Emirates Integrated Telecommunications Company (“du”) has reported revenue of AED 3.33 billion($910 million) for the three months ended 31 March 2018 with an increase of 5.2% YoY.
In Q1 2018 EITC recorded a one-off reversal related to regulatory costs, which positively impacted company profitability. Consequently, EBITDA and net profit after royalty increased by 18.2% and 40.5%, respectively in Q1 2018 as compared to the same period last year.
Excluding the impact of the cost reversal, EBITDA and net profit after royalty increased by 4.5% and 7.9% respectively, for the same time period.
During the period, EITC announced the appointment of Mohamed Al Hussaini as Chairman of the Board of Directors.
Osman Sultan, EITC’s CEO, said: “EITC had an excellent start to the year, with the new strategy delivering growth in revenue, subscribers and net profit.”
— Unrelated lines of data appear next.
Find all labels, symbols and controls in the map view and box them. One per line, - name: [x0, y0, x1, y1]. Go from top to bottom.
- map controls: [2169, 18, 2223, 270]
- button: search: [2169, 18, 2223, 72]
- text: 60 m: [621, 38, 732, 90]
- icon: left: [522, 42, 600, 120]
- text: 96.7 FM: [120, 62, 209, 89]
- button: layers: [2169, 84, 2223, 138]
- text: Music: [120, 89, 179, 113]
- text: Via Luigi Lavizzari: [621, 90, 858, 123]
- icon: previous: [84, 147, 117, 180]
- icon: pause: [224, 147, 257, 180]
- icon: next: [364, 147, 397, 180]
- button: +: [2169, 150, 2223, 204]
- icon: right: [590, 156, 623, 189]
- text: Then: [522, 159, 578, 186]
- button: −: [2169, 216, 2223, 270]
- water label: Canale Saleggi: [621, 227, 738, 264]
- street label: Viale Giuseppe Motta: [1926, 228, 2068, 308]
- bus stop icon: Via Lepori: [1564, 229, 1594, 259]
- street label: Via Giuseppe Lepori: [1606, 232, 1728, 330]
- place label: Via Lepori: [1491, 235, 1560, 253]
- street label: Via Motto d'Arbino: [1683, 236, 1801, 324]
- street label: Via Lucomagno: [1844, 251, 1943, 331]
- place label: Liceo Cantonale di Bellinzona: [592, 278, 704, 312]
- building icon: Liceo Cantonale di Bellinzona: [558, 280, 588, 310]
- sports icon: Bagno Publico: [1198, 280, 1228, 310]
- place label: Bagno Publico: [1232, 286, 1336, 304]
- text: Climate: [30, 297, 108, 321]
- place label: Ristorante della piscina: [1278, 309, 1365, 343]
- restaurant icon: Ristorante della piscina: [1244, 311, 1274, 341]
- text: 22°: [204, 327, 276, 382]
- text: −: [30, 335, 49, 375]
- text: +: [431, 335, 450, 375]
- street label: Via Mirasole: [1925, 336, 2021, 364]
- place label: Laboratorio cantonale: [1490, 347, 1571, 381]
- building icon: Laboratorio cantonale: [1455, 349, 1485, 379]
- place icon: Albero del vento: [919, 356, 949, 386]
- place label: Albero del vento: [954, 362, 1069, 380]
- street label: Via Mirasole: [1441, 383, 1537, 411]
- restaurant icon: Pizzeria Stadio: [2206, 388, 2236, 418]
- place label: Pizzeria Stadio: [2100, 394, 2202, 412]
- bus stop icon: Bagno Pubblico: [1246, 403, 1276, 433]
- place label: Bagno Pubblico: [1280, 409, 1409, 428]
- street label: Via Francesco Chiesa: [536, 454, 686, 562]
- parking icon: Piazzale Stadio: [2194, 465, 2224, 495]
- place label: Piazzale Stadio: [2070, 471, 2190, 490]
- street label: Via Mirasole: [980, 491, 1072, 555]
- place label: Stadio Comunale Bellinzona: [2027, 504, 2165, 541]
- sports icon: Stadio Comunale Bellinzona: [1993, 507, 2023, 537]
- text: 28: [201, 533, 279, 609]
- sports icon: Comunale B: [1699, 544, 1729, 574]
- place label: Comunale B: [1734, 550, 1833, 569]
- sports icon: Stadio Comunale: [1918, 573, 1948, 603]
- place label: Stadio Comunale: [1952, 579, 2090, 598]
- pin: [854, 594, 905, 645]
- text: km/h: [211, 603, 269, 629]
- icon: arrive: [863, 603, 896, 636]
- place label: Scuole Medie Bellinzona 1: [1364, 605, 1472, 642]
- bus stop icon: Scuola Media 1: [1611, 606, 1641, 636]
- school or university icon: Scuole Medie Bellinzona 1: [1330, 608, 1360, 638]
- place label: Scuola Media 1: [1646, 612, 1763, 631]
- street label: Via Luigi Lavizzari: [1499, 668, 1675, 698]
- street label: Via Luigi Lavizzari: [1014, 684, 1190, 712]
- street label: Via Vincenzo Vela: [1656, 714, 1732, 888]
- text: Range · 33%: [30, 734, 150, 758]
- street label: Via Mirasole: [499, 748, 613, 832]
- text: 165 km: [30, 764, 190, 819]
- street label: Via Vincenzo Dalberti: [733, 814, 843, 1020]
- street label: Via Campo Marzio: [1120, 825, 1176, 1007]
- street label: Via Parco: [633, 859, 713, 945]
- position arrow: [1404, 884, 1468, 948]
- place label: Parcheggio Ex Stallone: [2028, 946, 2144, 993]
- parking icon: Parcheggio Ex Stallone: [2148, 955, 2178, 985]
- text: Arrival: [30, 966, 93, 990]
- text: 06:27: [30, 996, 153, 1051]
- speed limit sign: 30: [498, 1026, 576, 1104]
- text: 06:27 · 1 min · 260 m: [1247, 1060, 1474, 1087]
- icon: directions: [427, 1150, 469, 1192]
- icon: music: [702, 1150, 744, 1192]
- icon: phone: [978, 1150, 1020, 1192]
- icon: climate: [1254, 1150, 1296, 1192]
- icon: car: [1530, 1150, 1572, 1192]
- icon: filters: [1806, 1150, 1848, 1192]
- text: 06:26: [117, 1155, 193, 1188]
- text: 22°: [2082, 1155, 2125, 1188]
A positive for the quarter, the average revenue per user (ARPU) stabilised compared to the declining trends seen last year. Growth in the mobile subscriber base, now counting more than 9.3 million subscribers, was mainly driven by the postpaid base. Fixed line subscriber base increased by 6.5% in Q1 2018, compared to the same period last year.
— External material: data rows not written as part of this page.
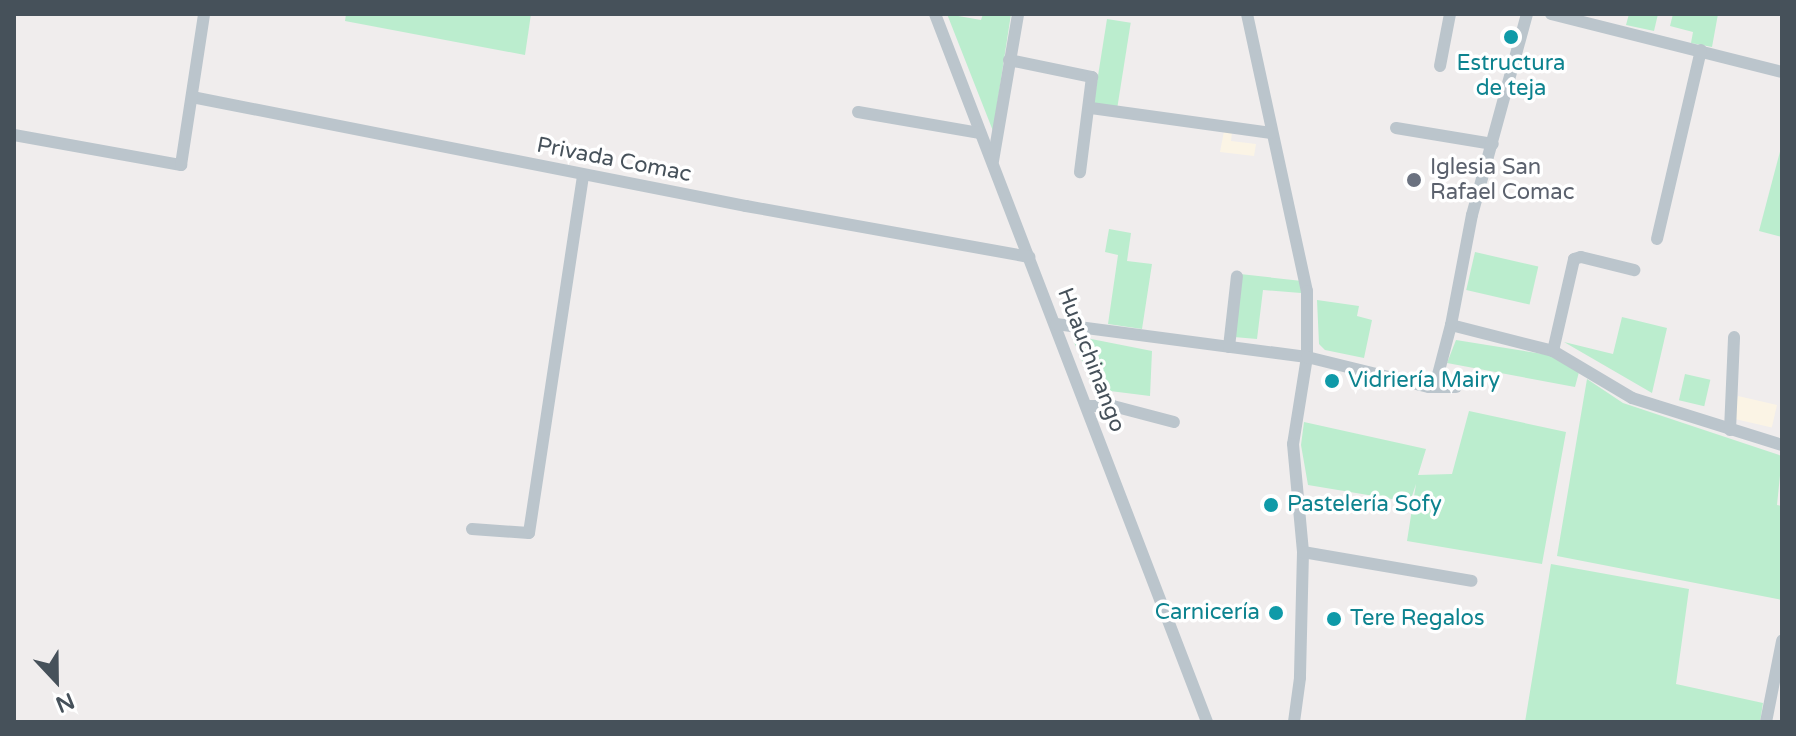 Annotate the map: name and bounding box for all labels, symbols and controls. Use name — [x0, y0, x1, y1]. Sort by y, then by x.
marker: Estructura de teja — [1502, 28, 1520, 46]
place label: Estructura de teja — [1457, 50, 1565, 102]
street label: Privada Comac — [534, 132, 694, 188]
place label: Iglesia San Rafael Comac — [1430, 154, 1574, 206]
marker: Iglesia San Rafael Comac — [1405, 171, 1423, 189]
street label: Huauchinango — [1051, 284, 1131, 436]
place label: Vidriería Mairy — [1348, 368, 1500, 394]
marker: Vidriería Mairy — [1323, 372, 1341, 390]
place label: Pastelería Sofy — [1287, 492, 1442, 518]
marker: Pastelería Sofy — [1262, 496, 1280, 514]
place label: Carnicería — [1155, 600, 1260, 626]
marker: Carnicería — [1267, 604, 1285, 622]
place label: Tere Regalos — [1350, 606, 1484, 632]
marker: Tere Regalos — [1325, 610, 1343, 628]
north arrow — [16, 640, 96, 720]
text: N — [52, 687, 78, 718]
Sultan added: “We continued to maintain tight control on costs, to optimise our capex spend and to improve efficiencies across the business. These actions have benefited. We remain cognisant of industry-wide challenges, with continued pressure on voice revenues and challenges in monetising data. In 2017 we embarked on a transformation journey designed to respond to these new market realities, with a new strategy, as well as the launch of our fully digital brand Virgin Mobile.
“Our results for the first three months of the year are a testament to the positive benefits already derived from the changes implemented in 2017. Looking ahead to the rest of the year, we will continue to focus on capitalising on the ever expanding technology needs of the UAE and its people, maximising value for our subscribers, customers and shareholders.”